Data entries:
+++

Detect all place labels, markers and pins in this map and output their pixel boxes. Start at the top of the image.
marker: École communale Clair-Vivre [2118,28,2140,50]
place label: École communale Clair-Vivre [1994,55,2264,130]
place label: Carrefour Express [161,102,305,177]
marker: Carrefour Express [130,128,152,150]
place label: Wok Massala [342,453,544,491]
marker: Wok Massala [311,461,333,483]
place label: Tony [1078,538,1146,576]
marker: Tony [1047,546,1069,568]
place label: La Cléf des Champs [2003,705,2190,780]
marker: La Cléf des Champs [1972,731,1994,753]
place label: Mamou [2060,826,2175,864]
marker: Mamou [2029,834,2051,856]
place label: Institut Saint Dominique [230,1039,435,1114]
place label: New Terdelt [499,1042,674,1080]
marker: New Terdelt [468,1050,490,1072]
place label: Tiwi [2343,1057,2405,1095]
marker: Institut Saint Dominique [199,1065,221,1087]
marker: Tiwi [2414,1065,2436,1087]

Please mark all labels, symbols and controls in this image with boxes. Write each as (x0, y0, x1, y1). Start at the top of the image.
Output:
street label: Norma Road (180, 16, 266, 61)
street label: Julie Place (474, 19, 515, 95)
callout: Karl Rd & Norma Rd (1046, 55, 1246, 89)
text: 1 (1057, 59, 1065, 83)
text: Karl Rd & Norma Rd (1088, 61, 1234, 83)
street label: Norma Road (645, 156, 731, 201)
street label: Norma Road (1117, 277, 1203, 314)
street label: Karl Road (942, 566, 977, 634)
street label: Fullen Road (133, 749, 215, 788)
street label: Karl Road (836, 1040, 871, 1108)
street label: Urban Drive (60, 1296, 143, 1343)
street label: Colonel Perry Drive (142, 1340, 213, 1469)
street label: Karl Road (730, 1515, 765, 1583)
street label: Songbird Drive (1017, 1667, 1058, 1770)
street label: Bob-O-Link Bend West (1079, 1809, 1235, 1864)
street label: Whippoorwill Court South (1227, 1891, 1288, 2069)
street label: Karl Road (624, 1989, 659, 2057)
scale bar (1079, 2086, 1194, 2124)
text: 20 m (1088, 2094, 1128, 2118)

+++

Retype the data. Every line must match the original exactly.

Detect all place labels, markers and pins in this map and output their pixel boxes. Start at the top of the image.
marker: École communale Clair-Vivre [2118,28,2140,50]
place label: École communale Clair-Vivre [1994,55,2264,130]
place label: Carrefour Express [161,102,305,177]
marker: Carrefour Express [130,128,152,150]
place label: Wok Massala [342,453,544,491]
marker: Wok Massala [311,461,333,483]
place label: Tony [1078,538,1146,576]
marker: Tony [1047,546,1069,568]
place label: La Cléf des Champs [2003,705,2190,780]
marker: La Cléf des Champs [1972,731,1994,753]
place label: Mamou [2060,826,2175,864]
marker: Mamou [2029,834,2051,856]
place label: Institut Saint Dominique [230,1039,435,1114]
place label: New Terdelt [499,1042,674,1080]
marker: New Terdelt [468,1050,490,1072]
place label: Tiwi [2343,1057,2405,1095]
marker: Institut Saint Dominique [199,1065,221,1087]
marker: Tiwi [2414,1065,2436,1087]

Please mark all labels, symbols and controls in this image with boxes. Write each as (x0, y0, x1, y1). Start at the top of the image.
Output:
street label: Norma Road (180, 16, 266, 61)
street label: Julie Place (474, 19, 515, 95)
callout: Karl Rd & Norma Rd (1046, 55, 1246, 89)
text: 1 (1057, 59, 1065, 83)
text: Karl Rd & Norma Rd (1088, 61, 1234, 83)
street label: Norma Road (645, 156, 731, 201)
street label: Norma Road (1117, 277, 1203, 314)
street label: Karl Road (942, 566, 977, 634)
street label: Fullen Road (133, 749, 215, 788)
street label: Karl Road (836, 1040, 871, 1108)
street label: Urban Drive (60, 1296, 143, 1343)
street label: Colonel Perry Drive (142, 1340, 213, 1469)
street label: Karl Road (730, 1515, 765, 1583)
street label: Songbird Drive (1017, 1667, 1058, 1770)
street label: Bob-O-Link Bend West (1079, 1809, 1235, 1864)
street label: Whippoorwill Court South (1227, 1891, 1288, 2069)
street label: Karl Road (624, 1989, 659, 2057)
scale bar (1079, 2086, 1194, 2124)
text: 20 m (1088, 2094, 1128, 2118)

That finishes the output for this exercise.